## TASK PROMPT
Take the entries below and write them out exactly, with each picture removed.

(Dataset entries)
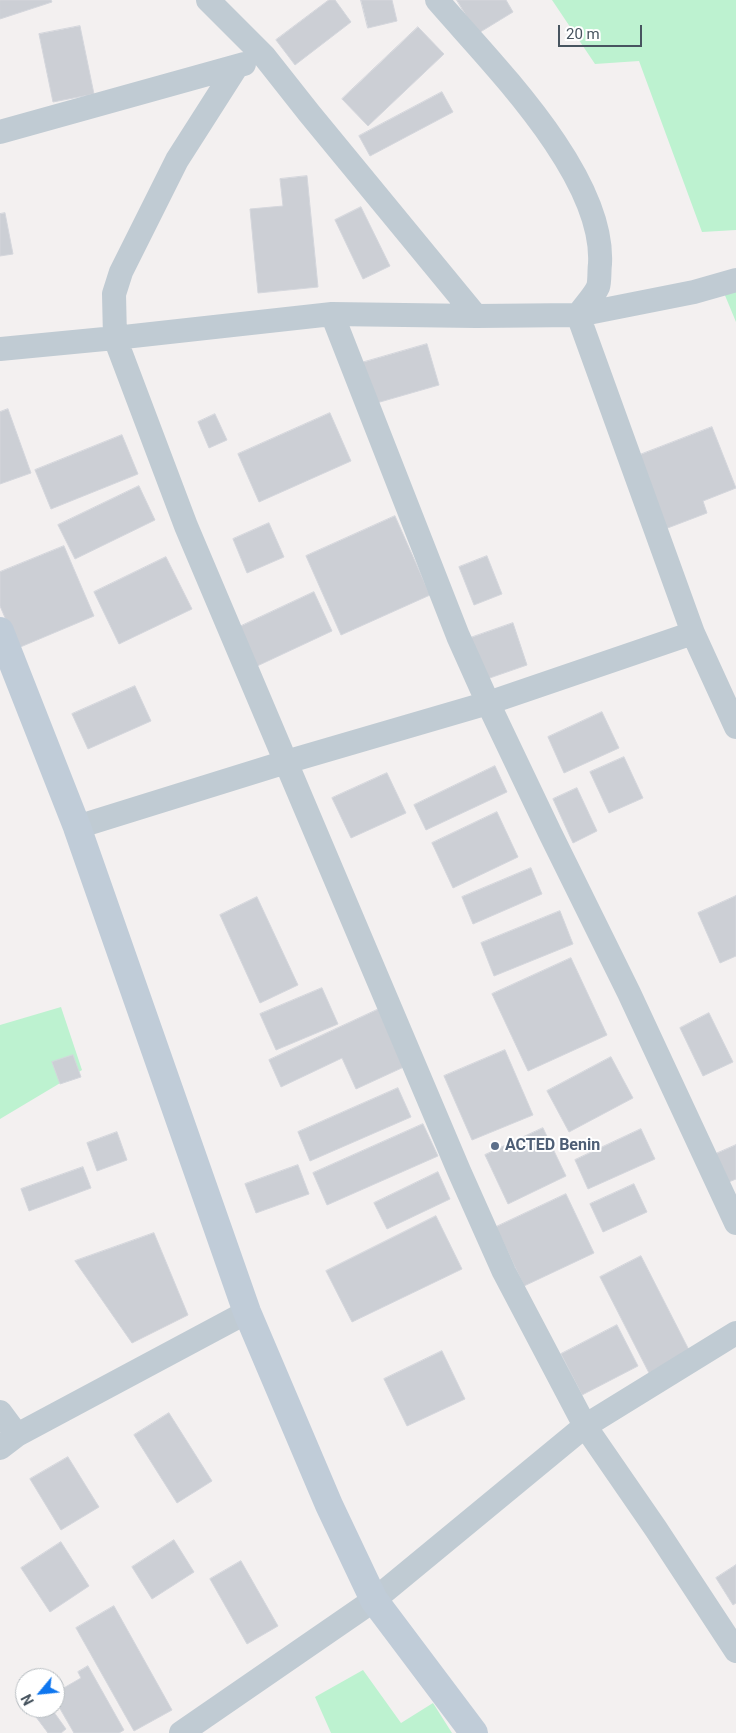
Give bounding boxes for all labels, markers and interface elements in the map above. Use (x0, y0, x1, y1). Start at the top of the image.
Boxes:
scale bar (561, 15, 645, 47)
text: 20 m (566, 25, 600, 43)
place label: ACTED Benin (505, 1136, 600, 1156)
marker: ACTED Benin (489, 1140, 501, 1152)
north arrow (15, 1668, 65, 1718)
text: N (18, 1691, 37, 1708)

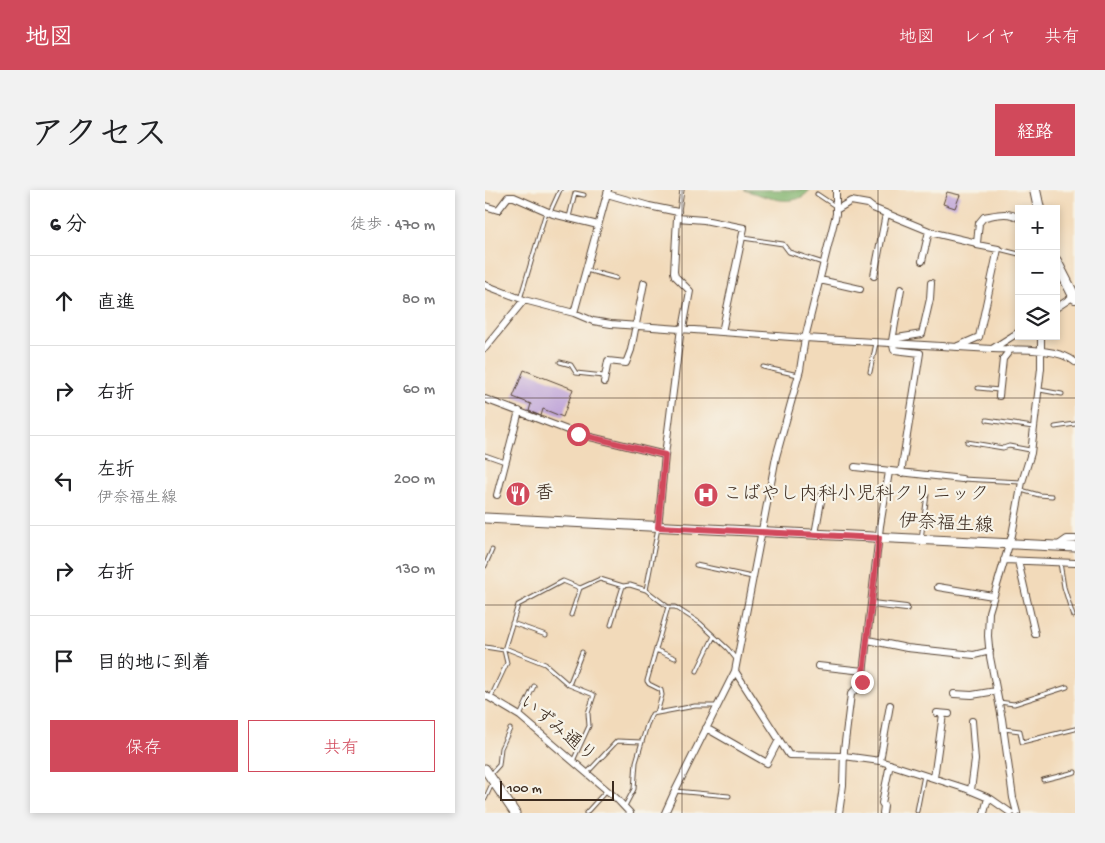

## REPLY
Give bounding boxes for all labels, markers and interface elements in the map above. Use (x0, y0, x1, y1). Start at the top of the image.
Boxes:
scale bar (561, 15, 645, 47)
text: 20 m (566, 25, 600, 43)
place label: ACTED Benin (505, 1136, 600, 1156)
marker: ACTED Benin (489, 1140, 501, 1152)
north arrow (15, 1668, 65, 1718)
text: N (18, 1691, 37, 1708)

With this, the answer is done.